Expanding on the thread about insomnia, here are some sleep disorders.
Maybe you have some.


Sleep Apnea

How long can you hold your breath? People with sleep apnea may stop breathing in their sleep for up to 2 minutes or more! (They usually breathe just fine when they are awake.) This happens over and over again at night, making them sleep poorly and feel very tired in the daytime.

People with sleep apnea usually snore loudly.... Do you know anyone who snores?

Sleep apnea can affect the heart, so it is a serious medical condition. It is usually treated with a special breathing mask worn during sleep.

Delayed Sleep Phase Syndrome (DSPS)

People with this disorder can’t help staying up later and later each night, and waking up later and later each morning. They aren’t just being "night owls" by choice; something is wrong with their internal body clocks, making it impossible for them to stay in sync with the rest of the world. This problem is most common among adolescents and young adults.

The treatment usually consists of actually making the problem worse so it can finally get better.

(The opposite problem, getting sleepier earlier and earlier in the day is called Advanced Sleep Phase Syndrome. It is most common among senior citizens.)

Restless Legs Syndrome (RLS)

Do your legs ever feel uncomfortable at night? Some people describe the feelings as "itchy" or "restless" or "like creepy-crawlies under my skin." People with RLS often get up and walk around at bedtime, because their legs "just won’t settle down" and it helps to move them. RLS is usually treated with medication.

Insomnia

How long does it take you to fall asleep? People with insomnia consistently take longer than 30 minutes to drift off to sleep. Insomnia is one of the most common sleep disorders, and it is sometimes hard to cure. Practicing good sleep hygiene may help. Sometimes the advice of a doctor or counselor is needed.

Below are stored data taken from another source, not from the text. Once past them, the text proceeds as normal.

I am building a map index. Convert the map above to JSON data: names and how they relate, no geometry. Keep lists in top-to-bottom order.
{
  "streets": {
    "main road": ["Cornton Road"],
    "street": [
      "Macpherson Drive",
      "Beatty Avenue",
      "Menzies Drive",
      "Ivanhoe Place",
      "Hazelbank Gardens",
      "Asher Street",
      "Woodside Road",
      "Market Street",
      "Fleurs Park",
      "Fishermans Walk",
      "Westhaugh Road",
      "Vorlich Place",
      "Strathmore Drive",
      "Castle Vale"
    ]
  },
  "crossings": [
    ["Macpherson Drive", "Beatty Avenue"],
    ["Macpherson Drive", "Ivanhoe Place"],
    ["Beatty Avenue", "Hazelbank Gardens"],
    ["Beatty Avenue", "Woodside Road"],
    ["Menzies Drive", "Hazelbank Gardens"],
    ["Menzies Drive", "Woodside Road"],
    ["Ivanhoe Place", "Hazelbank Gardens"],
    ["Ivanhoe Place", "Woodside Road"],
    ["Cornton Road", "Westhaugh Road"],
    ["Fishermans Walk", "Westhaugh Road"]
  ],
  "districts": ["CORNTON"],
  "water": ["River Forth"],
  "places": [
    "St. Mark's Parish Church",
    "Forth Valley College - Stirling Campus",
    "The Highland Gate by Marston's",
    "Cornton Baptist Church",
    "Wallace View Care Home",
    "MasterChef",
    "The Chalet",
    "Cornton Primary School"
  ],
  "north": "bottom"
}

Periodic Limb Movements in Sleep (PLMS)

Imagine that you fell asleep one night while someone was holding your shin. Let’s say after you fell asleep, that the person shook your leg every 20 seconds, for almost half the night! How do you think you would sleep?

A sleep disorder called Periodic Limb Movements in Sleep (PLMS) is just like that, except that the person’s own muscles are doing the shaking, rather than someone else doing it. It is usually treated with medication.

Narcolepsy

The symptoms of this rare disorder include extreme drowsiness, feeling weak at emotional times, and feeling paralyzed on the borders of sleep. Animals can have narcolepsy, too. Much of the research on narcolepsy has been done on dogs. And the "fainting goats" that are sometimes displayed at State Fairs actually have narcolepsy. In humans, narcolepsy is controlled with medication.

REM Sleep Behavior Disorder (RSBD)

Imagine what it would be like to act out your dreams, every night, while you were still sleeping! It would probably get you into some trouble, wouldn’t it? People who have RSBD do act out their dreams, and to make matters worse, their dreams tend to be more violent and aggressive than other peoples’ dreams. So they often hurt themselves, or those around them. Luckily, RSBD is quite rare.

There are many other kinds of sleep disorders, too: sleepwalking, night terrors, Jet Lag, Kleine-Levin Syndrome, bedwetting, head banging, night-time eating disorders, etc.

If you have a question about sleep disorders, or think you might know someone who has one, talk to your family doctor or a sleep specialist at an accredited sleep lab. Peachypants put up some links.

You can use this thread to discuss any of these in detail. Solutions, causes etc.
It also helps, simply to be aware of them.

Last edited by Tar.Aldarion; 30-07-2006 at 15:55.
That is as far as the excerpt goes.